Web Scraping with Python lxml: A Step-by-Step Tutorial
![](https://cms.iproyal.com/uploads/Web_Scraping_with_Python_lxml_847x300_64083dbba0.png)
![](https://cms.iproyal.com/uploads/Justas_Vitaitis_3a8660fab1.png)
Justas Vitaitis
Last updated -
In This Article
Web scraping relies on parsing techniques to make sense of the enormous volume of data acquired from HTML files. Since HTML is not intended for data analysis, a lot of information (such as tags) is often superfluous.
Python has a multitude of libraries that support easier parsing such as Beautiful Soup 4 and lxml. The Python lxml library is often in direct competition with other parsers, so knowing which one is better for the task at hand isn’t always clear-cut.
What Is Python lxml?
The Python lxml library is intended to provide an easier way to parse XML and HTML files through features such as XPATH expressions search and many others. One of the major benefits of the Python lxml library is that it’s built on top of a C implementation.

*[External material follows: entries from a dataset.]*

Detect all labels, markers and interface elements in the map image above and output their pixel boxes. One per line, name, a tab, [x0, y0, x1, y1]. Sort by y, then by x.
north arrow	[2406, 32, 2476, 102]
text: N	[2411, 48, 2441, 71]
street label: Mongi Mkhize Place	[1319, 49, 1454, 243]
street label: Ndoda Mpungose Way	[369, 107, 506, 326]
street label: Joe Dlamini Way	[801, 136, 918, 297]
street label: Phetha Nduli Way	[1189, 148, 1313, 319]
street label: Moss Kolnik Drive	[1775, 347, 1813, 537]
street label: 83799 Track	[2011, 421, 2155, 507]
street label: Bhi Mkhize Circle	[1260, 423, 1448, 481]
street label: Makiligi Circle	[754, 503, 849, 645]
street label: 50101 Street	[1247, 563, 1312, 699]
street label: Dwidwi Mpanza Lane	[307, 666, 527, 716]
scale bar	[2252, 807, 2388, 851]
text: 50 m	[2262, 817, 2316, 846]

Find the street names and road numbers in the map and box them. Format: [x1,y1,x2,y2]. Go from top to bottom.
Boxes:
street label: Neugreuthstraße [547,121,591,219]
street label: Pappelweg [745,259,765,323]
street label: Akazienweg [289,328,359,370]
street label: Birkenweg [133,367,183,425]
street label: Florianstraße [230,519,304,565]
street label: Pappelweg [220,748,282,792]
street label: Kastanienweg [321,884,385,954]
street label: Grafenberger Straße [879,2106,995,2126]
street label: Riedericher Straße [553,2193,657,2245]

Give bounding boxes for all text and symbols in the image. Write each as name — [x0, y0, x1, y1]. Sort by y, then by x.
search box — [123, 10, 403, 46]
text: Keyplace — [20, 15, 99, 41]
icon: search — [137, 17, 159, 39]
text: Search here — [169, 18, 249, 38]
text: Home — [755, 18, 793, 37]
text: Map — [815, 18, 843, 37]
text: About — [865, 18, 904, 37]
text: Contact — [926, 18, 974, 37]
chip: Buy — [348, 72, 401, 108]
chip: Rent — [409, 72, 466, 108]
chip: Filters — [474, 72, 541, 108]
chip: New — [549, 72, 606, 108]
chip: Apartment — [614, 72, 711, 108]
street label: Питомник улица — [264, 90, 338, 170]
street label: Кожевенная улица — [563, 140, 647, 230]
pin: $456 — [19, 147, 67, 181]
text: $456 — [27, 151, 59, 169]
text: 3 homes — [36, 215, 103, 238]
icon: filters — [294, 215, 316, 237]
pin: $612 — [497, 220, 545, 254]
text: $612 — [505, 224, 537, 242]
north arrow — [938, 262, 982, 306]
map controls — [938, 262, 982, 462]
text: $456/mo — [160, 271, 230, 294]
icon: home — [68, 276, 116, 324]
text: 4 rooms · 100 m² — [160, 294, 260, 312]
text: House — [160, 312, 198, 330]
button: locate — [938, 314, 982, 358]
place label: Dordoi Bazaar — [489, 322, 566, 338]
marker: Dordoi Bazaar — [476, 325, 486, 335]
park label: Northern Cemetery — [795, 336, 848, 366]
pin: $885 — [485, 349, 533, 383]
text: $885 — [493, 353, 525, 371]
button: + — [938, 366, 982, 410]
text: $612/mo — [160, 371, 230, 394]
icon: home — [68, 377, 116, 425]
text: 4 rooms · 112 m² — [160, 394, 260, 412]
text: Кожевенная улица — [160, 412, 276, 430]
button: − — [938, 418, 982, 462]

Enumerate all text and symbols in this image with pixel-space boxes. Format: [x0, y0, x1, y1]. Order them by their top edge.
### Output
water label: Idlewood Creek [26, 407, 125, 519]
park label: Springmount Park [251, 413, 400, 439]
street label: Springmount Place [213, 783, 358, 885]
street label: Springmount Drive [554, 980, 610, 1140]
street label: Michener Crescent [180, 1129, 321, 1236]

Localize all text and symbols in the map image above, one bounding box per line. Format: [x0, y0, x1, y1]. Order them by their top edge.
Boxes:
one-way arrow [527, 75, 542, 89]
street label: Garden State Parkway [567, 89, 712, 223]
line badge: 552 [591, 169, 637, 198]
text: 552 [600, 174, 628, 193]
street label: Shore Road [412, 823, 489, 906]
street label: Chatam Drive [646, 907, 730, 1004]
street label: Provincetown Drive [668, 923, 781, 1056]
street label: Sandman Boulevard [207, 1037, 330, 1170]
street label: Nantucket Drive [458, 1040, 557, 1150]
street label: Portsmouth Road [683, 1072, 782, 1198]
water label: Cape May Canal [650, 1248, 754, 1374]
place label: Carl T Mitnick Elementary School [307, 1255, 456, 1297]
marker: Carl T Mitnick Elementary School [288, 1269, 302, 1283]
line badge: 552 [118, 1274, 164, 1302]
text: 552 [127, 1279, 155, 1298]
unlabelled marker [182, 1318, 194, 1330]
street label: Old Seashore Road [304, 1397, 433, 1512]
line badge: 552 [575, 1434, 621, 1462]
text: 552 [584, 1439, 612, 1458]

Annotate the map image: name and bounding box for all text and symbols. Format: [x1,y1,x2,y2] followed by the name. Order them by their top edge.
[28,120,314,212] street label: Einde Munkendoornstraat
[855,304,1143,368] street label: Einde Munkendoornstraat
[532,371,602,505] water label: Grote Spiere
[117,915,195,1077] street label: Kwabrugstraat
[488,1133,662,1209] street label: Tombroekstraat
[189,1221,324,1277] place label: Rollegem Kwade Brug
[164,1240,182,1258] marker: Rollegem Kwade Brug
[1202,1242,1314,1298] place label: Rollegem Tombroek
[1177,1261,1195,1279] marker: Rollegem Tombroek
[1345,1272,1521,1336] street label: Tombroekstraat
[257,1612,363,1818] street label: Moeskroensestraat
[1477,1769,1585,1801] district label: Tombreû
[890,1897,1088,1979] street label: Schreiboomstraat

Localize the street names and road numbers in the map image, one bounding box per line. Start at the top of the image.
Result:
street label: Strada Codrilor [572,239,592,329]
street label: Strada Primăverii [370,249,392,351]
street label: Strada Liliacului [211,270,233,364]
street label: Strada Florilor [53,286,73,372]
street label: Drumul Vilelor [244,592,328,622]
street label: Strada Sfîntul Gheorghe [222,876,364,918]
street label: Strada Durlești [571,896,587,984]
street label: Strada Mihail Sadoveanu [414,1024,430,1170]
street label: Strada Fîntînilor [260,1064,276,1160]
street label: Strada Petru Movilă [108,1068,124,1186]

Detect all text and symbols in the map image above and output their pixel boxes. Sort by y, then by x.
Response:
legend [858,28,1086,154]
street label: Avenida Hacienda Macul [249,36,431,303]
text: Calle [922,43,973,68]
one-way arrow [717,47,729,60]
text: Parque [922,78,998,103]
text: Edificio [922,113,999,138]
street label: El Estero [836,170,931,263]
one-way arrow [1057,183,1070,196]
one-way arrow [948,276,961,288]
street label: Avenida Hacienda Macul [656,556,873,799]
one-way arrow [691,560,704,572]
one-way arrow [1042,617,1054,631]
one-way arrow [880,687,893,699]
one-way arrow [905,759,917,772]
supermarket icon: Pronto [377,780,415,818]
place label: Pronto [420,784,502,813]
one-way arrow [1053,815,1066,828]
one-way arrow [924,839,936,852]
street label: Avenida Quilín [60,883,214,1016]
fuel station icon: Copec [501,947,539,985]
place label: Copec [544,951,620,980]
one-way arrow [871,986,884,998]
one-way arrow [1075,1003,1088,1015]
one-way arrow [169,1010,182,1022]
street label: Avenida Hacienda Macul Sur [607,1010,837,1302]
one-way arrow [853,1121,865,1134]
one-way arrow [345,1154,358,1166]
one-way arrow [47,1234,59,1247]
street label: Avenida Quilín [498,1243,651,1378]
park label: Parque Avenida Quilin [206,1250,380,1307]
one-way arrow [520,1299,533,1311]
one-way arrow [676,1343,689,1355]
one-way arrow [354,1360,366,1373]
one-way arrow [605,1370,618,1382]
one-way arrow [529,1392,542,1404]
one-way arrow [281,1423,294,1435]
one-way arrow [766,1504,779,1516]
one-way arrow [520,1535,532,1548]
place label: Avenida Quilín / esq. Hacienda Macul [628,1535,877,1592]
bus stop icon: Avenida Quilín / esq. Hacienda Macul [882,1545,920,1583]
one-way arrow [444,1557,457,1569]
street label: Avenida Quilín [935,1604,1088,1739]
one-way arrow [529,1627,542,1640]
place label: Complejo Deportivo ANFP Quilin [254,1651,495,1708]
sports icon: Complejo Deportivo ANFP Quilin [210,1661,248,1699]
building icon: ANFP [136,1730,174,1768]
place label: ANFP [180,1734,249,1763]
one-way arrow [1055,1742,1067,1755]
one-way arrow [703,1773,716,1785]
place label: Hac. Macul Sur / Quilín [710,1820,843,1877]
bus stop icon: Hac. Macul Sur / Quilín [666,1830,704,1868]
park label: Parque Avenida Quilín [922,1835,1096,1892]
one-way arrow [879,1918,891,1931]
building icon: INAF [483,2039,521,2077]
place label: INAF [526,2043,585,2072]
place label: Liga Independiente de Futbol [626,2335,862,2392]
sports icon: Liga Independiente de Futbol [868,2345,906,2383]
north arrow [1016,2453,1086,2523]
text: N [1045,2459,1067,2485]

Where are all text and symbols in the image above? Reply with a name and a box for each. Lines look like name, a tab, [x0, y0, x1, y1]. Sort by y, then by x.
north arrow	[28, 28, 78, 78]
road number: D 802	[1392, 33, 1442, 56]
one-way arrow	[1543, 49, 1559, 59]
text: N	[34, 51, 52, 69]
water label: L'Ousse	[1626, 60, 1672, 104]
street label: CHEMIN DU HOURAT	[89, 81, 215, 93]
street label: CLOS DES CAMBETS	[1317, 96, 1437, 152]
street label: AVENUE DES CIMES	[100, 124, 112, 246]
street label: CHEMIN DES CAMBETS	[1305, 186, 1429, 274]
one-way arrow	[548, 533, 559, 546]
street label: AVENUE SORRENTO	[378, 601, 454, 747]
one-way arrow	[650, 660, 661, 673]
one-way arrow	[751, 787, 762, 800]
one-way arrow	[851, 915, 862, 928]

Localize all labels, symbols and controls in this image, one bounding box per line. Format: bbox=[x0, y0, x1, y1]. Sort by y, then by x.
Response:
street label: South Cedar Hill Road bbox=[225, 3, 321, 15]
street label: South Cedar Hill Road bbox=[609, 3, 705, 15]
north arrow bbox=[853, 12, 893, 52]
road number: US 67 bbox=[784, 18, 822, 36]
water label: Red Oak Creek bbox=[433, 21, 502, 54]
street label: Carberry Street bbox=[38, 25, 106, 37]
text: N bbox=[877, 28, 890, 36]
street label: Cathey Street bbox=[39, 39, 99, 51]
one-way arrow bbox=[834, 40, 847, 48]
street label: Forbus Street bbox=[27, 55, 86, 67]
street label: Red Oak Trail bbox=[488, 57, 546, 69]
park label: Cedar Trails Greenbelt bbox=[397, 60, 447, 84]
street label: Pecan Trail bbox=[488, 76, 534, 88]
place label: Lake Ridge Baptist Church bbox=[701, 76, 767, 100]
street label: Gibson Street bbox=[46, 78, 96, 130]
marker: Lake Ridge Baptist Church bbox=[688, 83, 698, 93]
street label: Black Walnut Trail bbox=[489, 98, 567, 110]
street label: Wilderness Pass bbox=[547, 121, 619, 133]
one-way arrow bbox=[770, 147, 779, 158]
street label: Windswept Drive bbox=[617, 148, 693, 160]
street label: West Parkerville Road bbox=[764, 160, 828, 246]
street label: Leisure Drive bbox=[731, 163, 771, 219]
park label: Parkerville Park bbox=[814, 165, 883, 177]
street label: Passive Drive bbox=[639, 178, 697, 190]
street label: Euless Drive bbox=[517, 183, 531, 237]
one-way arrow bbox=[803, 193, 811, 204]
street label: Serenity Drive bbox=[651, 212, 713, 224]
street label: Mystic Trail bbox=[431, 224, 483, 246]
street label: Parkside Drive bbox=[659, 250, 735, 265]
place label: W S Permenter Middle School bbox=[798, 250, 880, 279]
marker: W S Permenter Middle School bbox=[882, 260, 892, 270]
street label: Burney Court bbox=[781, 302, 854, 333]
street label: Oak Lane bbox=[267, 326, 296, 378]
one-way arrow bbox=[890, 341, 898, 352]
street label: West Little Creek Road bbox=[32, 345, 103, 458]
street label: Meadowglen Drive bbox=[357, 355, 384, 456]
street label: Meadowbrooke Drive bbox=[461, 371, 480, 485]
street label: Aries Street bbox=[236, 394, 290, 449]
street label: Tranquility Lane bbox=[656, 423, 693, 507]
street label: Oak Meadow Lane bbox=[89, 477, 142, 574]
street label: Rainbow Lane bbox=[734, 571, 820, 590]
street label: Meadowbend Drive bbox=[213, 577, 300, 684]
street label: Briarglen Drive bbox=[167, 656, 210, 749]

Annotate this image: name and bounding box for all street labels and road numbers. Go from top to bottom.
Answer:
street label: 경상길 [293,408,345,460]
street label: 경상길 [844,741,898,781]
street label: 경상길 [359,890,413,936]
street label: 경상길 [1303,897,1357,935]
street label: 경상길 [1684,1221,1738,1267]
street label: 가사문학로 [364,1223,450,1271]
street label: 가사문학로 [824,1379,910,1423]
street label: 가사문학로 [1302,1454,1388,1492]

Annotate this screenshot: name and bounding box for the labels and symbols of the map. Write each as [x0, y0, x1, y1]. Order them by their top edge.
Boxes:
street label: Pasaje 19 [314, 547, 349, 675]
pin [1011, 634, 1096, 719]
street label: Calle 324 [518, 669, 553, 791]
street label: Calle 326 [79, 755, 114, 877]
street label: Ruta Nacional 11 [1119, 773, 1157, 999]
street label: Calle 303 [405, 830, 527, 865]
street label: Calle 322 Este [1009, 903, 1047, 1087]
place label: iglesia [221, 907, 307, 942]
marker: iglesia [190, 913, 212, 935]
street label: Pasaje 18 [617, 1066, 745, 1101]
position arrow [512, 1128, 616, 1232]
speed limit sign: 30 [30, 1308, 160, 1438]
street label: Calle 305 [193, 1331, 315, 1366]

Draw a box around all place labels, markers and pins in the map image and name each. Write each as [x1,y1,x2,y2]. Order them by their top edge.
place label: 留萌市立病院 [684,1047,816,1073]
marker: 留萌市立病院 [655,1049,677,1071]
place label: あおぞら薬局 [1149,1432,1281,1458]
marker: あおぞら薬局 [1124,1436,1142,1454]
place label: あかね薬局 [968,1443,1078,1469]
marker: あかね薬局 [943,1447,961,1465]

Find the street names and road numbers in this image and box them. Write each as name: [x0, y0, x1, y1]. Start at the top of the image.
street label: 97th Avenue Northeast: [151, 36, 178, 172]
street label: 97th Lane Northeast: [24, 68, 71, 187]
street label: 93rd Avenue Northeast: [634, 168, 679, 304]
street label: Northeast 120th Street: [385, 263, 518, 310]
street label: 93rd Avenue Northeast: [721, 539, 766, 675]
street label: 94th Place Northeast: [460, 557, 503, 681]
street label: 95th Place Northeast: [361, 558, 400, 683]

Being C-based provides several advantages, key of which is speed. The Python language is flexible, easy to use, but not as fast as some lower-level languages. The lxml library can harness the benefits of both languages – making it easy to use, but also quick.
Additionally, it’s quite versatile as it supports XML and HTML files seamlessly, even if the latter are often not as well-structured as the former. So, the lxml library is quite a good all-around solution for those that intend to scrape both XML and HTML files.
Installing Python lxml
As with any Python coding project, you’ll need an IDE and the Python environment. Assuming both are installed, you’ll need to start a new project and install lxml. Once you’re in the project environment, open up the Terminal and type in:
pip install lxml
After the process is finished, you can start working on your lxml project. You’ll first need to import the lxml library before any of its features can be used:
import lxml
Parsing XML and HTML with Python lxml
We can now begin processing XML and HTML documents. Before engaging in any web scraping, it’s often valuable to test the functionality of the lxml XML toolkit.
Reading XML Documents
Parsing an XML document will often require the usage of the etree module. Since we’ll only be using it for the example, we’ll switch the import up a little bit:
from lxml import etree
# Sample XML data
xml_data = """
<root>
<item>
<name>Item 1</name>
<price>10</price>
</item>
<item>
<name>Item 2</name>
<price>20</price>
</item>
</root>
"""
# Parse the XML data
root = etree.fromstring(xml_data)
# Access elements using XPath
for item in root.xpath("//item"):
name = item.xpath("./name/text()")[0]
price = item.xpath("./price/text()")[0]
print(f"Name: {name}, Price: {price}")
We create a sample XML document from which we’ll try to extract the name and price of an item. You may run into similar XML documents when web scraping, for example, ecommerce websites.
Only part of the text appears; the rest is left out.